Exercise objective:
Extract only the lines running from the top of the entries to the line that holds "flex:none; width:33px; height:33px;". Include that line and omit the pictures.

Provided information:
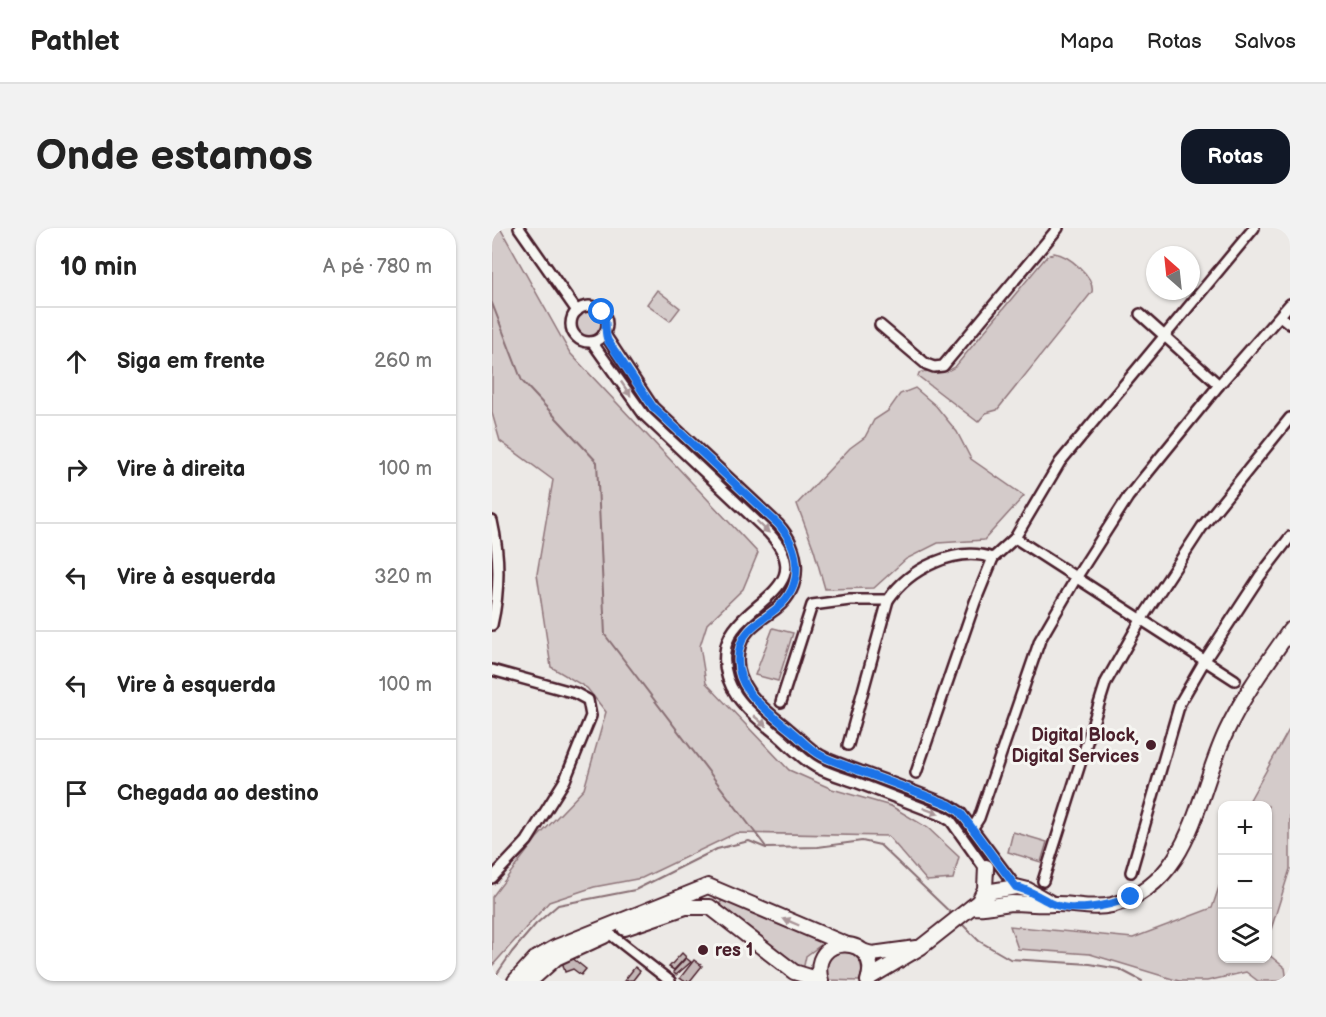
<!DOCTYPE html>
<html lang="pt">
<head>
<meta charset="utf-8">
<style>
  body { margin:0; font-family:"Balsamiq Sans",sans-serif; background:#f2f2f2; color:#222 }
  .controls { position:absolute; right:18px; bottom:18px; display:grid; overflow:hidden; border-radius:12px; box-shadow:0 2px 4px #0004 }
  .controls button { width:54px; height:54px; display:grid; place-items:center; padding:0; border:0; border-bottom:2px solid #e0e0e0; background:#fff; color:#222; font:30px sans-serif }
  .compass { position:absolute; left:654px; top:18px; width:54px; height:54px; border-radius:50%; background:#fff; box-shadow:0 2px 4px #0004; rotate:333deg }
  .stop { position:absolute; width:18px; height:18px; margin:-14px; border:4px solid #1a73e8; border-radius:50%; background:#fff }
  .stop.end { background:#1a73e8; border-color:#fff; box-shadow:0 2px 6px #0008 }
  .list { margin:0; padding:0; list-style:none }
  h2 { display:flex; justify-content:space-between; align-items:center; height:78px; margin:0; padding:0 24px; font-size:26px }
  h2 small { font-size:20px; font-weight:400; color:#767676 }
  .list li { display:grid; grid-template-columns:39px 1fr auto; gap:18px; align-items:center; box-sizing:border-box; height:108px; padding:0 24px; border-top:2px solid #e0e0e0 }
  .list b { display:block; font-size:22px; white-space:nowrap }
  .list em { font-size:20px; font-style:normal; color:#767676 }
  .icon { flex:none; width:33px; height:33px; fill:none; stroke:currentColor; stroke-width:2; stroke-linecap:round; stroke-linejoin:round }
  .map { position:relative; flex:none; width:798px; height:753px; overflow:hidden; border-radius:18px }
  header { display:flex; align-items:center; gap:36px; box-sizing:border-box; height:84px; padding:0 30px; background:#fff; border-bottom:2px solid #e0e0e0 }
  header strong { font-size:28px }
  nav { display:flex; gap:33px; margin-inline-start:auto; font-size:21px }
  .intro { display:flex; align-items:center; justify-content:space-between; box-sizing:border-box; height:144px; padding:0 36px }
  h1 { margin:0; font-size:42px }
  .button { padding:15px 27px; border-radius:18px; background:#111827; color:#fff; font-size:21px; font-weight:700 }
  main { display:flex; gap:36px; padding:0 36px }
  aside { flex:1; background:#fff; border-radius:18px; box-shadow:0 2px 4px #0004 }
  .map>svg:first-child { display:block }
  .green { fill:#d4cbca; stroke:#8f757a; stroke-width:1.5 }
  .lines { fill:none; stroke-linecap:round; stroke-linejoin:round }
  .stream { stroke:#886e73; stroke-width:2 }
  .building { fill:#c4b7b7; stroke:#4a1f2b; stroke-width:1.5 }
  .street-casing { stroke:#4a1f2b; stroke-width:14 }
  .primary-casing { stroke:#4a1f2b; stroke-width:18 }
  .street { stroke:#f6f6f2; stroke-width:9 }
  .primary { stroke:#f6f6f2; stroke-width:14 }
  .oneway { fill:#a99598 }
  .route { stroke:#1a73e8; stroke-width:8 }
  .poi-dot { fill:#4a1f2b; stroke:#f6f6f2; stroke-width:2 }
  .labels { text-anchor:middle; stroke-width:6; stroke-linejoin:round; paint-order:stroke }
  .poi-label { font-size:18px; font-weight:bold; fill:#4a1f2b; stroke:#f6f6f2; text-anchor:end }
</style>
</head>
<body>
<header>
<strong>Pathlet</strong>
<nav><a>Mapa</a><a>Rotas</a><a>Salvos</a></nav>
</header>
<div class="intro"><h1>Onde estamos</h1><a class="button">Rotas</a></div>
<main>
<aside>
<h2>10 min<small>A pé · 780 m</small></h2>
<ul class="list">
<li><svg class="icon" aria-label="ahead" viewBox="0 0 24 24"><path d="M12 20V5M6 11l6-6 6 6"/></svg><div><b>Siga em frente</b></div><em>260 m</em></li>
<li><svg class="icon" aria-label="right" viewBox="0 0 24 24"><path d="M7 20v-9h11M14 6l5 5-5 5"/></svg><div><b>Vire à direita</b></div><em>100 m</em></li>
<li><svg class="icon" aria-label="left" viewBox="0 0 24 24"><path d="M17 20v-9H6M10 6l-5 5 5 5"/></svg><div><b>Vire à esquerda</b></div><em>320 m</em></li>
<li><svg class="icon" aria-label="left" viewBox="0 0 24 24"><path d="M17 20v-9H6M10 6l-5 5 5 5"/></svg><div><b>Vire à esquerda</b></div><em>100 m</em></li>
<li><svg class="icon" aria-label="arrive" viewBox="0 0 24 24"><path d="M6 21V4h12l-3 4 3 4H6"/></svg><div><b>Chegada ao destino</b></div></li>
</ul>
</aside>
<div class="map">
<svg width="798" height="753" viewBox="0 0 798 753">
  <rect width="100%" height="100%" fill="#ece9e6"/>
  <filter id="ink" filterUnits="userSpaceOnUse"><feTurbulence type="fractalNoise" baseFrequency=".0167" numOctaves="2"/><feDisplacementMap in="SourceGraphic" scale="12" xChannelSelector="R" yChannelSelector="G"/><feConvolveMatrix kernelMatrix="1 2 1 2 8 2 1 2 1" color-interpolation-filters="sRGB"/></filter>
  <g filter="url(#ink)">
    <g class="green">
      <polygon points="0,0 8,0 78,125 266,325 251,361 215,396 208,418 214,455 297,542 340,561 399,578 436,600 467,629 461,651 435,653 396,608 244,605 150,650 102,659 57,674 0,738 0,669 45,610 92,561 114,484 95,460 59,439 45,346 61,252 8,213 0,185"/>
      <path d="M562 25C577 27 603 49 600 64L505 182 494 185 486 194 426 148 427 145C437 139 447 150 463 139L555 28Z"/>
      <polygon points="165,62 188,80 178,93 155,76"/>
      <circle cx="97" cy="96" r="15"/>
      <polygon points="423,160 444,178 465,204 479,231 532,268 492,312 446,315 414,331 382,360 333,361 322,322 305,276 358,220 373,209 382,192 396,183 408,166"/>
      <polygon points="281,400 301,405 286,453 263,447"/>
      <polygon points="798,500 798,641 776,711 776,578 755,577"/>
      <polygon points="521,604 555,614 549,634 516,624"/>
      <polygon points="730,650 730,730 776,730 776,726 793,740 795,753 766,753 754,744 715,753 687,753 598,726 526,721 518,698 641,710 720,680"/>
      <polygon points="231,672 333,714 314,728 311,742 227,676"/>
      <path d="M351 723C367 725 374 739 367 753L336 752 333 742 338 729Z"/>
    </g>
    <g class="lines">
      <g class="stream">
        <polyline points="0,75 30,153 105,234 113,407 274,619"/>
        <polyline points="468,694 487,713 518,731 598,736 627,741 650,753"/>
        <polyline points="0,753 20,724 44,696 66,677 143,662 225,621 257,613 274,620 326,619 370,613 388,617 462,688"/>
      </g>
    </g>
    <g class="building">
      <polygon points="190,725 194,729 182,742 177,739"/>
      <polygon points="79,729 94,741 89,747 81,741 73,744 70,733"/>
      <polygon points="194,730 199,734 184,747 181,744"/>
      <polygon points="202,732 210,738 198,753 192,753 188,750"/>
      <polygon points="143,739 148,743 141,752 132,753"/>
    </g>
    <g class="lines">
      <defs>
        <g id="street">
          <polyline points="27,0 85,83"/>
          <circle cx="97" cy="96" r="18"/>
          <polyline points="648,86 727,157"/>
          <polyline points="788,88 798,96"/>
          <polyline points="388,97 434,136 442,139 451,138 566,0"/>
          <path d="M112 105 161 179 286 296C308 320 313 357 285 380 269 393 251 400 247 423 240 460 273 481 298 502 308 510 318 522 330 528 341 534 356 538 368 543 398 554 428 565 457 577L468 584 524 659"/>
          <path d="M100 114 152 187 277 305C329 362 245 373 234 418 225 461 260 486 289 510 300 520 311 532 324 539 337 546 352 550 366 555 395 566 423 577 451 588L459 593 496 645"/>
          <path d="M0 293C8 328 8 362 0 397"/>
          <polyline points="523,310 743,452"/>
          <polyline points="0,442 83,465 96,472 99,488 73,552 35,613 0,650"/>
          <path d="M289 474 320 377 358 372H396C417 341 464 317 501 330"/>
          <polyline points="356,517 396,372"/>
          <polyline points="424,545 483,374 501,330 523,310 568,234 762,0"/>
          <polyline points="480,601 487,590 548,412 584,350 636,269 727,157 798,76"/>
          <polyline points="639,644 688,475 713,432 768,348 798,309"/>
          <polyline points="551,653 614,454 649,392 710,299 798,190"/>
          <polyline points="118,706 178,753"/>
        </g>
        <g id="primary">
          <polyline points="488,671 493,661 494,639"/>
          <path d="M480 679C494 681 506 676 520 675 534 675 547 677 561 676 581 675 599 682 620 677 701 655 704 566 735 502 752 466 776 434 798 402"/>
          <polyline points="133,700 194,679 218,679 302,744 328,752"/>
          <polyline points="370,723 380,726 424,720"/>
          <polyline points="377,750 429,719 500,663 524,659 536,662 561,676"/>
          <polyline points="23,753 43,731 64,719 216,658 353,716"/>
          <polyline points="38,753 64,730 112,708"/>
          <path d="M329 753C315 703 392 706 376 753"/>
        </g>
      </defs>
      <use href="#street" class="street-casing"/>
      <use href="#primary" class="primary-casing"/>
      <use href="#street" class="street"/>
      <use href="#primary" class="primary"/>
    </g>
    <defs><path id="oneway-solid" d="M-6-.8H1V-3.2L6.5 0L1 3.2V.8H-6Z" transform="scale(1.5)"/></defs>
    <g class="oneway">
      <use href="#oneway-solid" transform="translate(134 161) rotate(56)"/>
      <use href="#oneway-solid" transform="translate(271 299) rotate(44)"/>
      <use href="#oneway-solid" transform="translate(268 493) rotate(40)"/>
      <use href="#oneway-solid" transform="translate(439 583) rotate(21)"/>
      <use href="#oneway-solid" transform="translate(299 694) rotate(-157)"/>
    </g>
  </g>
  <g class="lines" filter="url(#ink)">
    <path class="route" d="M110 84C117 94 111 102 116 113L161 179 286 296C308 320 313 357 285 380 269 394 251 400 247 423 240 460 273 481 298 502 308 510 318 522 330 528 341 534 356 538 368 543 398 554 428 565 458 577L468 584 524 659C538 662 547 669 559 675 581 686 617 678 639 669"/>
  </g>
  <g class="poi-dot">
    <circle cx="659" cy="517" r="6"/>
    <circle cx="211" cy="722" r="6"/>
  </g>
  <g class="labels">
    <g class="poi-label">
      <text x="647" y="513">Digital Block,<tspan x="647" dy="21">Digital Services</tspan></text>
      <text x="223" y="728" text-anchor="start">res 1</text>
    </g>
  </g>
</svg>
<div class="controls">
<button>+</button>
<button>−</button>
<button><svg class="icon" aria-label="layers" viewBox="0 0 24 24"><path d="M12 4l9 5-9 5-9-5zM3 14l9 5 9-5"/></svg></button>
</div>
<svg class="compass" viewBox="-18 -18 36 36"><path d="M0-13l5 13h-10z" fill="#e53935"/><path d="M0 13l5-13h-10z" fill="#767676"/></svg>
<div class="stop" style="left:110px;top:84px"></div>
<div class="stop end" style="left:639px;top:669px"></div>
</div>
</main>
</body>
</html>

Exercise result:
<!DOCTYPE html>
<html lang="pt">
<head>
<meta charset="utf-8">
<style>
  body { margin:0; font-family:"Balsamiq Sans",sans-serif; background:#f2f2f2; color:#222 }
  .controls { position:absolute; right:18px; bottom:18px; display:grid; overflow:hidden; border-radius:12px; box-shadow:0 2px 4px #0004 }
  .controls button { width:54px; height:54px; display:grid; place-items:center; padding:0; border:0; border-bottom:2px solid #e0e0e0; background:#fff; color:#222; font:30px sans-serif }
  .compass { position:absolute; left:654px; top:18px; width:54px; height:54px; border-radius:50%; background:#fff; box-shadow:0 2px 4px #0004; rotate:333deg }
  .stop { position:absolute; width:18px; height:18px; margin:-14px; border:4px solid #1a73e8; border-radius:50%; background:#fff }
  .stop.end { background:#1a73e8; border-color:#fff; box-shadow:0 2px 6px #0008 }
  .list { margin:0; padding:0; list-style:none }
  h2 { display:flex; justify-content:space-between; align-items:center; height:78px; margin:0; padding:0 24px; font-size:26px }
  h2 small { font-size:20px; font-weight:400; color:#767676 }
  .list li { display:grid; grid-template-columns:39px 1fr auto; gap:18px; align-items:center; box-sizing:border-box; height:108px; padding:0 24px; border-top:2px solid #e0e0e0 }
  .list b { display:block; font-size:22px; white-space:nowrap }
  .list em { font-size:20px; font-style:normal; color:#767676 }
  .icon { flex:none; width:33px; height:33px; fill:none; stroke:currentColor; stroke-width:2; stroke-linecap:round; stroke-linejoin:round }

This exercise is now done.